Let’s work together! Calls for more affordable business space

Friday, 12th November 2021 — By Anna Lamche

BuddyHub

Catherine McClen, founder of BuddyHub, far left, with Prof Anthony Finkelstein from City, University of London; Cllr Asima Shaikh; and Joel Davis of Tutors United

THE head of a social enterprise has stressed the importance of affordable workspace for emerging businesses.

Catherine McClen, founder and CEO of BuddyHub, started her business in 2014.

A long-term Islington resident, McClen established BuddyHub as a means of tackling loneliness, specifically among adults over 65.

After quitting a job in finance, Ms McClen started doing a lot of voluntary work in her community.

“It just felt natural,” said Ms McClen. “Why not start this mission around our social issues, loneliness and isolation?”

BuddyHub seeks to forge intergenerational friendships by matching four people of different ages who live near to one another and share common interests.

“For quite a few years we’ve been in Islington,” Ms McClen said. “We got a small grant from Islington Council in 2016, and that’s when the pilot really shaped up.”

Since the pilot, Ms McClen has relied heavily on co-working spaces to develop her business. “I think they’re crucial for social enterprise and start-up founders. They enable you to join an ecosystem and a community,” she said.

BuddyHub currently has three full-time employees. “We’ve always hybrid-worked,” said Ms McClen.

“Hybrid workers split their time between home-working and the office.

“It reduces costs when you only have to pay for two or three days in a co-working space.”

Co-working is a practice wherein several companies share a single office. In recent years, co-working has been hailed as an “unstoppable” trend with international companies like Regus and WeWork leading the way.

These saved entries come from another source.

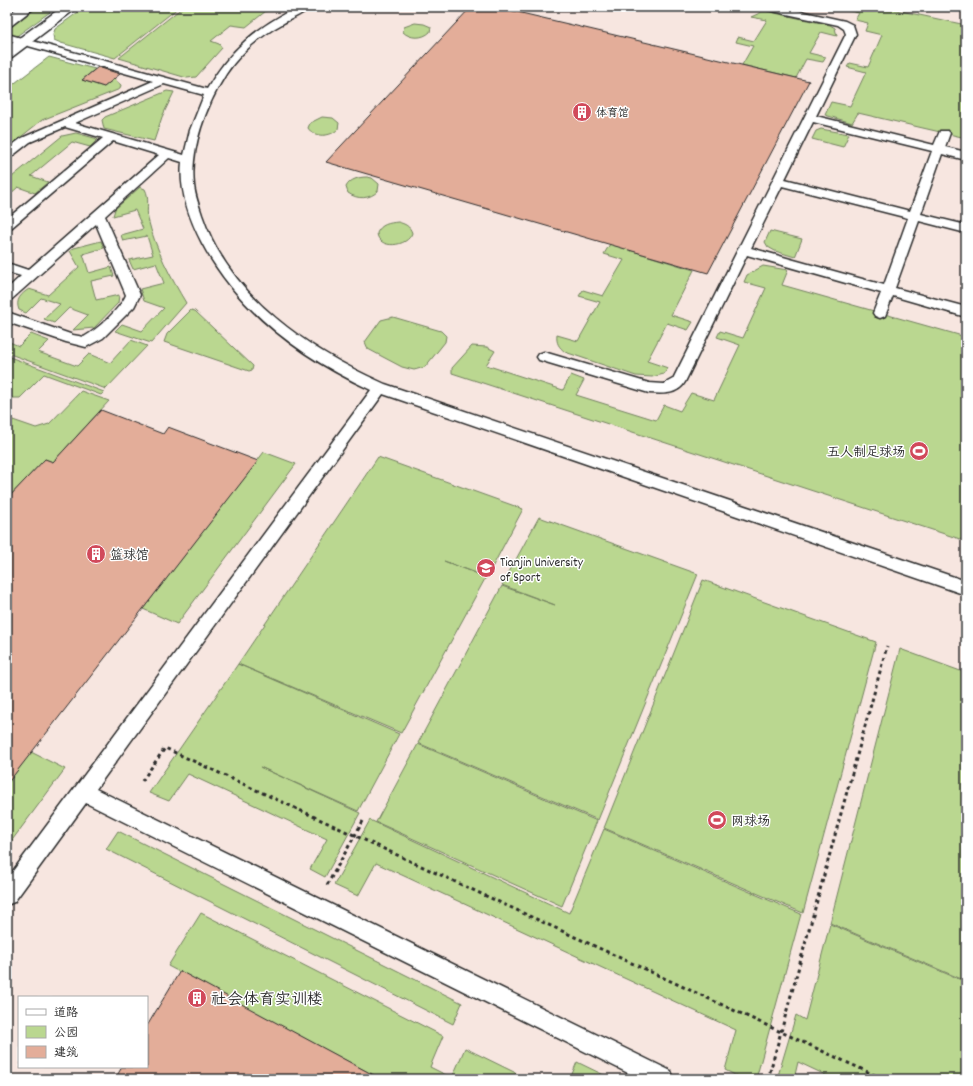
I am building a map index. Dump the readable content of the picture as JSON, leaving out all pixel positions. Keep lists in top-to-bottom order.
{
  "places": {
    "building": ["体育馆", "篮球馆", "社会体育实训楼"],
    "sports": ["五人制足球场", "网球场"],
    "school or university": ["Tianjin University of Sport"]
  },
  "legend": ["道路", "公园", "建筑"]
}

Covid has advanced this trend, as increasing numbers of people seek out flexible working arrangements.

“With flexible working, you’re avoiding a commute, and you can often work quietly at home when you need really deep thinking,” Ms McClen said.

In late October, Islington Council opened Better Space, a new affordable workspace in Farringdon supporting social enterprises and small businesses, costing individuals between £150 and £300 a month.

BuddyHub was one of the first businesses to join the co-working space.

“I think I counted that it was either the fifth or sixth co-working space we’ve joined,” Ms McClen said.

“It just feels like a permanent home. Of course, we hope one day we’ll outgrow the space and you would have other social enterprises come in.”

As far as Ms McClen is concerned, affordable workspace is vital for the local economy, encour­aging entrepreneurs who are young or on a low income.

“It’s crucial to help with innovation, it’s part of creating an environment for people to be able to start their own businesses.

“We have benefitted with Better Space for a rate that’s affordable for us. If it wasn’t, we couldn’t be there,” Ms McClen said.

She added: “It’s about being inclusive, isn’t it? Because the lower the cost barrier to being able to start a business, the more the enterprise space in London can be.”